China’s stock markets have recovered strongly from their deep summer plunge. Stocks overall are up 17.7% from their August low, and alongside the recovery, debt markets are starting to look frothy as investors have moved their speculative capital into bonds. Earnings for Chinese companies plunged in the third quarter, which suggests that the stock market recovery and the bond jump are overdone. Companies’ creditworthiness has been tumbling in China, yet financing has been getting ever easier as eager investors buy up new issues, sending interest rates downward. Spreads to Chinese government bonds have been tightening despite the deteriorating credit outlook.


FINSUM: The capital controls in China seem to have a distorting effect on financial assets, as there is a flood of capital that has little place to go even when the macroeconomic backdrop looks weak.

Source: Financial Times

(Paris)

India’s prime minister, Narendra Modi, has forced himself into a very tense issue surrounding the upcoming Paris climate talks. It is hoped that the world’s nations will come to an agreement on containing the global climate this month in Paris, and ahead of that, Modi has declared the developed nations must shoulder the largest burden. Modi says that the developed world built itself on fossil fuel, and thus it would be immoral for those nations not to shoulder the largest burden in containing emissions and climate change. Developed nations on the other hand, think that no deal can be made unless large emerging economies take on a big burden of changing their practices. India is the world’s fourth largest emitter behind China, the US, and EU.


FINSUM: Honestly, given the state of world politics, and the huge politicization of climate change, we think it is very unlikely that countries will agree to a comprehensive accord. In the spirit of many EU deals over the last few years, we expect a symbolic agreement short on details.

Source: Financial Times

(Mumbai)

For those interested in macroeconomic themes, the Wall Street Journal has run a piece arguing that the long-standing development model of export-led growth is faltering. For over a century the easiest route to wealth for poor nations was to build up strong manufacturing sectors, which created jobs and wealth for workers. However, that model now appears to be broken as “premature deindustrialization” appears to be hitting poorer nations around the world, such as India. Manufacturing’s share of the economy there has fallen from 19% to around 17% since the 1990s, and is contracting despite the fact that it never reached high levels.

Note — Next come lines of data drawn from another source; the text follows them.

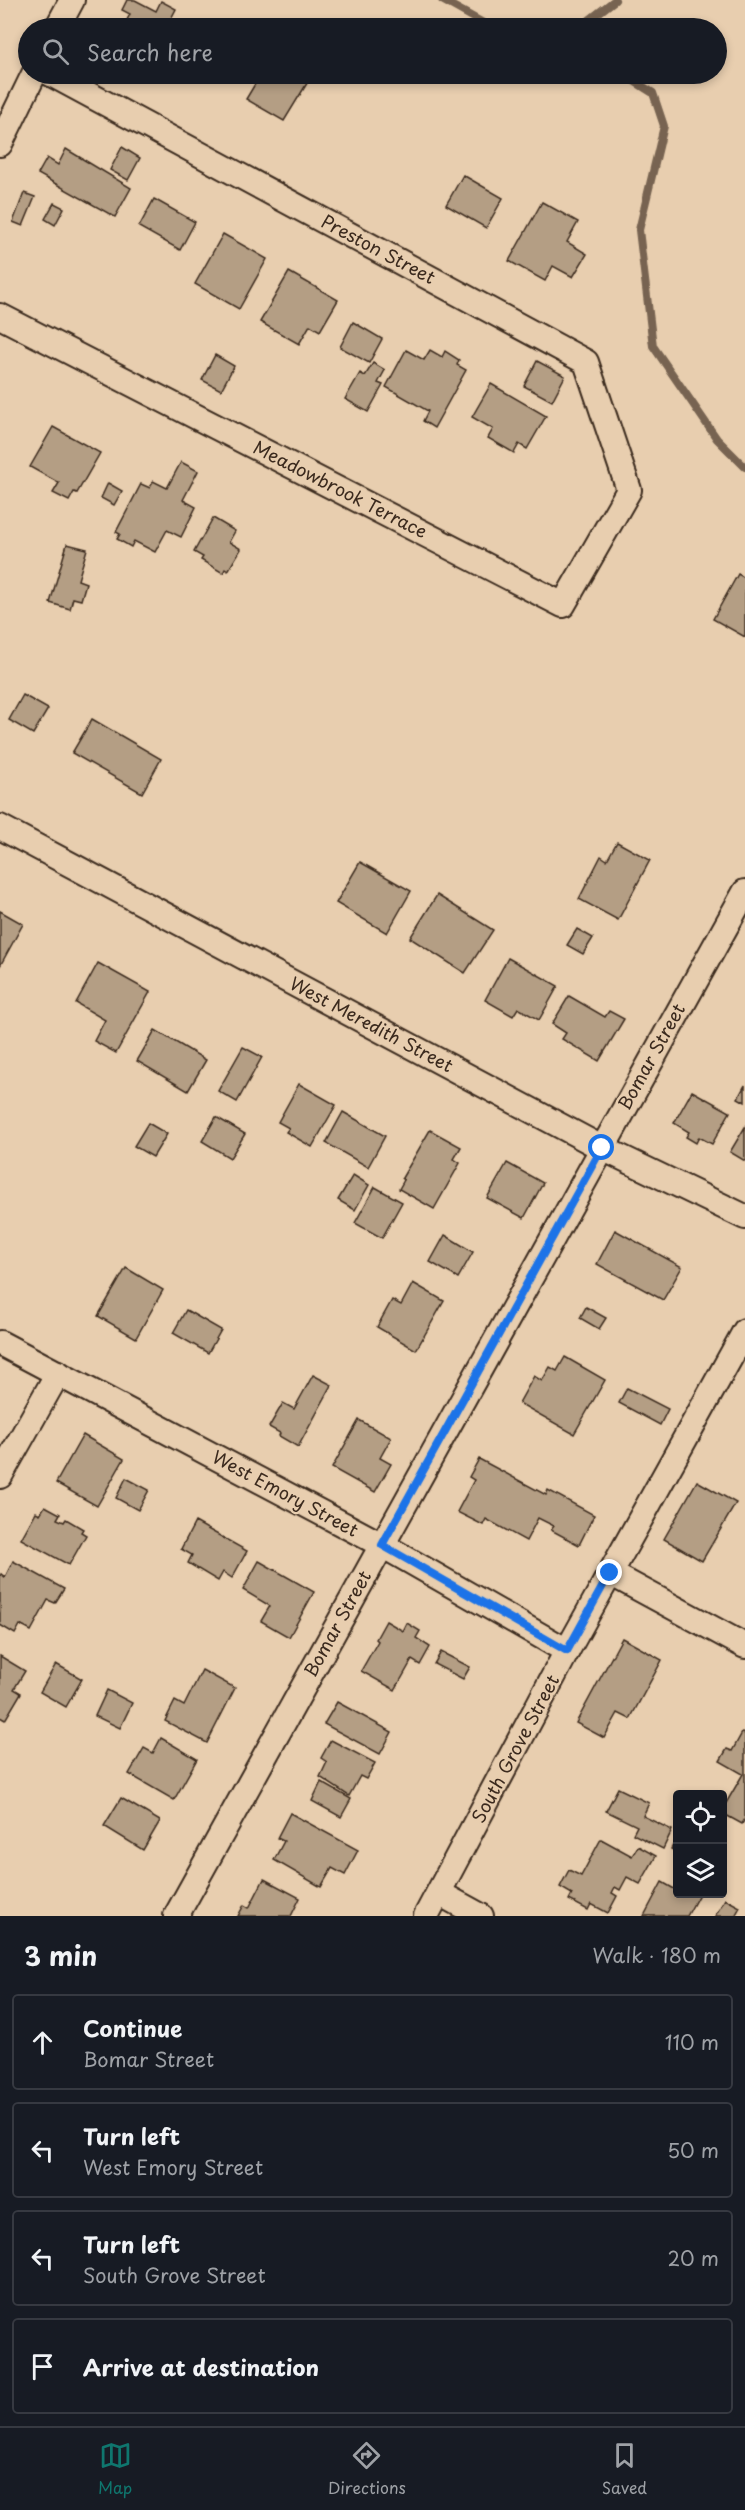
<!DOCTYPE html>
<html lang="en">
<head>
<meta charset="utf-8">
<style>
  :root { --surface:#171b24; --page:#20242c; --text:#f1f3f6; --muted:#9ea1a6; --line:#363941; --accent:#0f766e }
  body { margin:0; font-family:"Playpen Sans",sans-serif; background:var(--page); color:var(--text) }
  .controls { position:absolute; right:18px; bottom:18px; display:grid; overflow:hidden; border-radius:6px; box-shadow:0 3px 9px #0003 }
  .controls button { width:54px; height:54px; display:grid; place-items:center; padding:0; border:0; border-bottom:2px solid var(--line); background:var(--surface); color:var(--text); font:30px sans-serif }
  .stop { position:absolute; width:18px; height:18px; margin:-14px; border:4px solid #1a73e8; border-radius:50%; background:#fff }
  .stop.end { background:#1a73e8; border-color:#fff; box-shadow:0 2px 6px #0008 }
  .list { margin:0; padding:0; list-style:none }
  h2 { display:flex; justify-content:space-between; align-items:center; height:78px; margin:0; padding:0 24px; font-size:26px }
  h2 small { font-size:20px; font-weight:400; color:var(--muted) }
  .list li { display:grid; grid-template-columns:39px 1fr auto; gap:18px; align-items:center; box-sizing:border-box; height:96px; margin:0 12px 12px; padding:0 12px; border:2px solid var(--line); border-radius:6px }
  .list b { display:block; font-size:22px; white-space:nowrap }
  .list p { margin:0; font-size:20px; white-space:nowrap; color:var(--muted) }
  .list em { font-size:20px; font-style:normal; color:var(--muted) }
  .icon { flex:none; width:33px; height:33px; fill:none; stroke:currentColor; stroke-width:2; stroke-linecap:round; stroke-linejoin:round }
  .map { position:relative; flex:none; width:745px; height:1916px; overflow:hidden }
  .search { position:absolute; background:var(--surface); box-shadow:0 3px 9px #0003; left:18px; right:18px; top:18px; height:66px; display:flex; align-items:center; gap:15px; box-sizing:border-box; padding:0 21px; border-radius:33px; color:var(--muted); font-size:22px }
  .sheet { height:510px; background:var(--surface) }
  nav { display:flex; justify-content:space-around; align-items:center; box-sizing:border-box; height:84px; border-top:2px solid var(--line); background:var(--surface); font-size:16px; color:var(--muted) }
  nav a { display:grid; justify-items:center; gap:3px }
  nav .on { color:var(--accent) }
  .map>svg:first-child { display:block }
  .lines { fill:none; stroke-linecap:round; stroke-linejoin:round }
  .stream { stroke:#776451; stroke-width:8 }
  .building { fill:#b49e84; stroke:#3b2a1e; stroke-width:1.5 }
  .minor-casing { stroke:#3b2a1e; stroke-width:28 }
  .minor { stroke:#e8ceaf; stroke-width:24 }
  .route { stroke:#1a73e8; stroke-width:8 }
  .labels { text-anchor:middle; stroke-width:4.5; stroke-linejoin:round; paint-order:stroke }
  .street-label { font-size:18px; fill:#3b2a1e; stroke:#e8ceaf }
</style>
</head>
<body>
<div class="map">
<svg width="745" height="1916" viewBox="0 0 745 1916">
  <rect width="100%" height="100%" fill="#e8ceaf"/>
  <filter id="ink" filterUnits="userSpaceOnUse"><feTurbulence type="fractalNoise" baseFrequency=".0167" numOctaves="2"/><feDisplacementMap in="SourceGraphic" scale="12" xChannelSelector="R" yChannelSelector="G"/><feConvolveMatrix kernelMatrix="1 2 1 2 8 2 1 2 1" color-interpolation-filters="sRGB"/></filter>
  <g filter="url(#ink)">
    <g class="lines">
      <!-- stream -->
      <g class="stream">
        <path d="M 442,0 L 492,28"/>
        <path d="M 579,28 L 615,0"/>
        <path d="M 623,74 L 653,93 L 664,126 L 639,230 L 653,346 L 717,439 L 745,467"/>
      </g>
    </g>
    <!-- building -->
    <g class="building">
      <path d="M 127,0 L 135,0 L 156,11 L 161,1 L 176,9 L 166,28 L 123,28 L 130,14 L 122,10 Z"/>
      <path d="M 261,74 L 272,74 L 284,81 L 288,74 L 298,74 L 309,80 L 284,121 L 246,99 Z"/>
      <path d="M 122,147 L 140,158 L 128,180 L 110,170 Z"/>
      <path d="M 66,149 L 131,188 L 115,217 L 38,174 L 47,158 L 58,165 Z"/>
      <path d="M 463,175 L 503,198 L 486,228 L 446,205 Z"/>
      <path d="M 24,193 L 35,197 L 23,226 L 13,222 Z"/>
      <path d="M 154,199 L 195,222 L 180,250 L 139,227 Z"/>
      <path d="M 542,202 L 578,222 L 567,242 L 587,254 L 573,277 L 553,266 L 545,281 L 509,261 Z"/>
      <path d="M 54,203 L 64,208 L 55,225 L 45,219 Z"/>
      <path d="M 223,234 L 267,259 L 239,309 L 195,284 Z"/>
      <path d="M 289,272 L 338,300 L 320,331 L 310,325 L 299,344 L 260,322 Z"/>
      <path d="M 353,322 L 382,339 L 369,363 L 340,347 Z"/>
      <path d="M 406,350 L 424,360 L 430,350 L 442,357 L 445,351 L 459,360 L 457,365 L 466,370 L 434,428 L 423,421 L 428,411 L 386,387 Z"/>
      <path d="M 215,355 L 234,366 L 221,390 L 202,380 Z"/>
      <path d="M 537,361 L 565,376 L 552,401 L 524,386 Z"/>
      <path d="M 373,363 L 385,370 L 378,383 L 383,385 L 368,412 L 345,399 L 360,373 L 365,376 Z"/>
      <path d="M 491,384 L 546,416 L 527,449 L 519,444 L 514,453 L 488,438 L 493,429 L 472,417 Z"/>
      <path d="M 53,427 L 100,453 L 77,493 L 74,492 L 69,501 L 53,493 L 59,483 L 30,467 Z"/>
      <path d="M 181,462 L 198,471 L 183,500 L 196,507 L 181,537 L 167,530 L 155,552 L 134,541 L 131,547 L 117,539 L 120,534 L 116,532 L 141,484 L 150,488 L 153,481 L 167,488 Z"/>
      <path d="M 108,483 L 122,491 L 114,505 L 101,498 Z"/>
      <path d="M 213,518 L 235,531 L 229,542 L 241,549 L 228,571 L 225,569 L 223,573 L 201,560 L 203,557 L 194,552 Z"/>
      <path d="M 67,544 L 87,549 L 78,580 L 86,583 L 81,600 L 73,598 L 70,609 L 50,603 Z"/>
      <path d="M 738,574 L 745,578 L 745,637 L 713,619 Z"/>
      <path d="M 23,695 L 48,709 L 33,734 L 9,720 Z"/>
      <path d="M 92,719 L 161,759 L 142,793 L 72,753 Z"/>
      <path d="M 617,842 L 650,860 L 618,920 L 579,899 L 601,856 L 607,860 Z"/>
      <path d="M 360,862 L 411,891 L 387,933 L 336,903 Z"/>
      <path d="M 437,895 L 493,930 L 465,973 L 410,938 Z"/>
      <path d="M 0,911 L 23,924 L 0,966 Z"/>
      <path d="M 577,929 L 593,938 L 583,954 L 567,945 Z"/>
      <path d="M 508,958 L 558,986 L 539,1020 L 518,1008 L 513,1016 L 485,1000 Z"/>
      <path d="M 98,963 L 150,992 L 116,1053 L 94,1041 L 105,1020 L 76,1003 Z"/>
      <path d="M 569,996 L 605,1017 L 609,1011 L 624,1019 L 599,1061 L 562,1039 L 566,1033 L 552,1024 Z"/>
      <path d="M 155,1030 L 206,1060 L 188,1091 L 137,1061 Z"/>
      <path d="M 243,1047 L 262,1057 L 237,1102 L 218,1091 Z"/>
      <path d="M 299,1084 L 336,1105 L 312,1147 L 286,1132 L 289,1128 L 278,1122 Z"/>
      <path d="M 745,1085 L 745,1102 L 738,1098 Z"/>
      <path d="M 692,1091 L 730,1112 L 712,1144 L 699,1137 L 696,1143 L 686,1137 L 689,1132 L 674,1123 Z"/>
      <path d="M 343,1112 L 385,1136 L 368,1167 L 326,1143 Z"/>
      <path d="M 216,1117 L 245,1134 L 230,1158 L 202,1141 Z"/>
      <path d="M 148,1123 L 167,1134 L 153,1157 L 134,1146 Z"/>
      <path d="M 745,1127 L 745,1161 L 730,1152 Z"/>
      <path d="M 430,1130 L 461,1147 L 454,1159 L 460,1163 L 434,1209 L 399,1189 L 404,1180 L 402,1178 Z"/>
      <path d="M 507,1163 L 543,1183 L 524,1218 L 487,1198 Z"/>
      <path d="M 353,1175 L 369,1185 L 355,1210 L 338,1200 Z"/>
      <path d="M 375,1187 L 402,1202 L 382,1238 L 355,1223 Z"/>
      <path d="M 615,1230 L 682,1267 L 663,1300 L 597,1264 Z"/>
      <path d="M 445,1235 L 473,1252 L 458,1278 L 430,1262 Z"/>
      <path d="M 126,1268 L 163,1290 L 136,1338 L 98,1316 Z"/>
      <path d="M 413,1283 L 444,1301 L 416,1350 L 377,1327 L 392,1300 L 401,1305 Z"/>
      <path d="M 586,1307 L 606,1318 L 599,1329 L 580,1318 Z"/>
      <path d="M 186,1310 L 221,1330 L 208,1353 L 173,1333 Z"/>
      <path d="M 565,1357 L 605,1380 L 574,1434 L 519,1403 L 534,1376 L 542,1381 L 550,1367 L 557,1371 Z"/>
      <path d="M 313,1375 L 332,1385 L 298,1447 L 279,1436 L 280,1433 L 269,1427 L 283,1403 L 294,1409 Z"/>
      <path d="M 627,1388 L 668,1409 L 660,1425 L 619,1403 Z"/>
      <path d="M 359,1420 L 391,1438 L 380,1458 L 391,1464 L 375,1492 L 332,1468 Z"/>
      <path d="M 83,1435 L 124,1459 L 97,1506 L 56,1483 Z"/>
      <path d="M 479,1459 L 546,1495 L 548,1490 L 594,1515 L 579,1545 L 551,1530 L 554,1526 L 538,1518 L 526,1541 L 486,1519 L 483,1525 L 457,1512 L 474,1480 L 469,1477 Z"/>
      <path d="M 126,1478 L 149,1490 L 138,1510 L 116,1498 Z"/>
      <path d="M 697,1481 L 736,1503 L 702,1561 L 664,1539 Z"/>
      <path d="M 45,1506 L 60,1514 L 57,1519 L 64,1522 L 66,1519 L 83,1529 L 81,1532 L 86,1535 L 69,1565 L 21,1539 L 36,1512 L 40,1514 Z"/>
      <path d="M 195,1522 L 247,1551 L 232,1578 L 223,1572 L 218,1581 L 188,1563 L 192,1555 L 181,1549 Z"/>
      <path d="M 13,1561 L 64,1589 L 55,1603 L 48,1600 L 31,1631 L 20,1625 L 15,1634 L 0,1625 L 0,1576 L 1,1574 L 5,1577 Z"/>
      <path d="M 259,1561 L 314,1592 L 289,1637 L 261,1621 L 270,1606 L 243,1590 Z"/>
      <path d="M 386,1621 L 403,1631 L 407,1623 L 420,1631 L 416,1638 L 430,1647 L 420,1665 L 412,1660 L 395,1690 L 361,1671 L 378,1641 L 376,1639 Z"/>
      <path d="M 622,1638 L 662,1660 L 630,1719 L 618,1713 L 604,1738 L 576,1723 Z"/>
      <path d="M 441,1652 L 470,1667 L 463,1679 L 434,1664 Z"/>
      <path d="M 0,1656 L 25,1671 L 14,1689 L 21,1693 L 5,1720 L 0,1717 Z"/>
      <path d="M 56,1664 L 82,1679 L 66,1707 L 40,1692 Z"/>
      <path d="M 202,1670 L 235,1688 L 207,1743 L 165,1721 L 175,1701 L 184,1706 Z"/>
      <path d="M 107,1690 L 132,1703 L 120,1728 L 95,1716 Z"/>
      <path d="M 337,1702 L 392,1732 L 380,1754 L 324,1724 Z"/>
      <path d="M 742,1733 L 745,1734 L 745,1819 L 742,1824 L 722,1813 L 722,1810 L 743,1774 L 720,1761 L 727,1749 L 732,1751 Z"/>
      <path d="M 161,1738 L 197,1759 L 174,1800 L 129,1774 L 144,1748 L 153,1753 Z"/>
      <path d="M 331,1740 L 375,1763 L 366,1779 L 360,1776 L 349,1796 L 320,1777 L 327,1762 L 321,1758 Z"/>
      <path d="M 321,1782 L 351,1799 L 341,1817 L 312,1801 Z"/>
      <path d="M 618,1788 L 649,1803 L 643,1816 L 672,1830 L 663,1849 L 633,1834 L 637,1826 L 606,1811 Z"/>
      <path d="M 121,1798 L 160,1821 L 143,1850 L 104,1826 Z"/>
      <path d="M 290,1813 L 358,1850 L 345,1875 L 332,1868 L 321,1887 L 274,1860 L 284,1841 L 277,1838 Z"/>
      <path d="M 678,1836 L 678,1853 L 671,1849 Z"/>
      <path d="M 601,1839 L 632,1856 L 638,1846 L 656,1856 L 640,1884 L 627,1877 L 620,1890 L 615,1887 L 612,1893 L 617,1896 L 608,1913 L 591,1904 L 588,1910 L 569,1900 L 572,1894 L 560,1887 L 569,1870 L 581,1876 Z"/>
      <path d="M 264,1879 L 300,1898 L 291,1916 L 238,1916 L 244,1905 L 249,1908 Z"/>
      <path d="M 662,1882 L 676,1890 L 678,1887 L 678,1894 L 699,1894 L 687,1916 L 644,1916 Z"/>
      <path d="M 725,1899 L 740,1907 L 735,1916 L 715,1916 Z"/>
    </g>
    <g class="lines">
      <!-- minor casing -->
      <g class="minor-casing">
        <g id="minor">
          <path d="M 57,28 L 72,0"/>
          <path d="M 0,144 L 34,74"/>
          <path d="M 0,316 L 563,605 L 629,490 L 586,362 L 51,74"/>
          <path d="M 0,827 L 602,1148 L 745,1217"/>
          <path d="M 0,1343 L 382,1545 L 567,1651"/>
          <path d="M 0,1476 L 58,1373"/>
          <path d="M 610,1573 L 745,1646"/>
          <path d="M 439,1893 L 481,1916"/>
          <path d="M 176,1916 L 745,892"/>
          <path d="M 426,1916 L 567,1651 L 745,1331"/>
        </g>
      </g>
      <!-- minor -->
      <use href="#minor" class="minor"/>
    </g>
  </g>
  <g class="lines" filter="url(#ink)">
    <!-- route -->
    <path class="route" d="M 602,1148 L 382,1545 L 567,1651 L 610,1573"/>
  </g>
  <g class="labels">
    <!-- street labels -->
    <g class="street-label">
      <text transform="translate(378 250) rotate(28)" y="6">Preston Street</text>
      <text transform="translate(340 490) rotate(27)" y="6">Meadowbrook Terrace</text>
      <text transform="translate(371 1025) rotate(28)" y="6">West Meredith Street</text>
      <text transform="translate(652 1057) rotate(-61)" y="6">Bomar Street</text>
      <text transform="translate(285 1494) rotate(28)" y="6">West Emory Street</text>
      <text transform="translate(338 1624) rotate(-61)" y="6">Bomar Street</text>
      <text transform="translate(516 1749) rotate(-62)" y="6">South Grove Street</text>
    </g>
  </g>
</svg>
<div class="controls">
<button><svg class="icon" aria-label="locate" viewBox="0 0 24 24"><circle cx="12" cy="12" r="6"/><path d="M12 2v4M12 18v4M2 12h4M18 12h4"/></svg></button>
<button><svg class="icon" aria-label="layers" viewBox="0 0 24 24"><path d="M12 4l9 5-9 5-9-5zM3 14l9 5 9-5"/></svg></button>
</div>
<div class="stop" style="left:602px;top:1148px"></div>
<div class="stop end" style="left:610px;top:1573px"></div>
<div class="search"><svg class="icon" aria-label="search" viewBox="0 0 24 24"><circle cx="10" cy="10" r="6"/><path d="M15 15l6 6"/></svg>Search here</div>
</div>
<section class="sheet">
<h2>3 min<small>Walk · 180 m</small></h2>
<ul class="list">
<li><svg class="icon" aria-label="ahead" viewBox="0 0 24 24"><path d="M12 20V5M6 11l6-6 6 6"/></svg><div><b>Continue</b><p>Bomar Street</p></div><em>110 m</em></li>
<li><svg class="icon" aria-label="left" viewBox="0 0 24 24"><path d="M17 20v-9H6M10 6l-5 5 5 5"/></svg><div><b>Turn left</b><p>West Emory Street</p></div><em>50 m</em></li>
<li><svg class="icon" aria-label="left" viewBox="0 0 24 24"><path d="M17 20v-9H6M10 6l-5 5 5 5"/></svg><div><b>Turn left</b><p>South Grove Street</p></div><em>20 m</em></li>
<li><svg class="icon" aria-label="arrive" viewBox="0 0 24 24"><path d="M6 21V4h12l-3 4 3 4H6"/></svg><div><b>Arrive at destination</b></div></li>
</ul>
</section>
<nav>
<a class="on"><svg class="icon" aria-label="map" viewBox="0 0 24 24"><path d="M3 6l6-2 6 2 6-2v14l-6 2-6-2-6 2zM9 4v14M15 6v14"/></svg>Map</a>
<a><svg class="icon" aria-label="directions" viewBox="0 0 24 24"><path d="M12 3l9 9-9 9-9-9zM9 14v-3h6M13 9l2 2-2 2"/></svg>Directions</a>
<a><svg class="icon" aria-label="saved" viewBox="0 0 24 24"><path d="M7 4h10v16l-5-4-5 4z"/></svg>Saved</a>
</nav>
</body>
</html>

The same is occurring in other parts of South Asia, Latin America, and Africa. A big part of the issue has been competition with China, which has revolutionized manufacturing. Additionally, trade barriers are falling, which is making it harder for countries to protect their producers. Another forward looking factor is that as the world’s population ages, especially in developed countries, demand for all manner of goods is going to fall, which may continue to wound manufacturing.


FINSUM: This is a very interesting macroeconomic piece that helps understand why EM growth has been, and may stay, quite weak.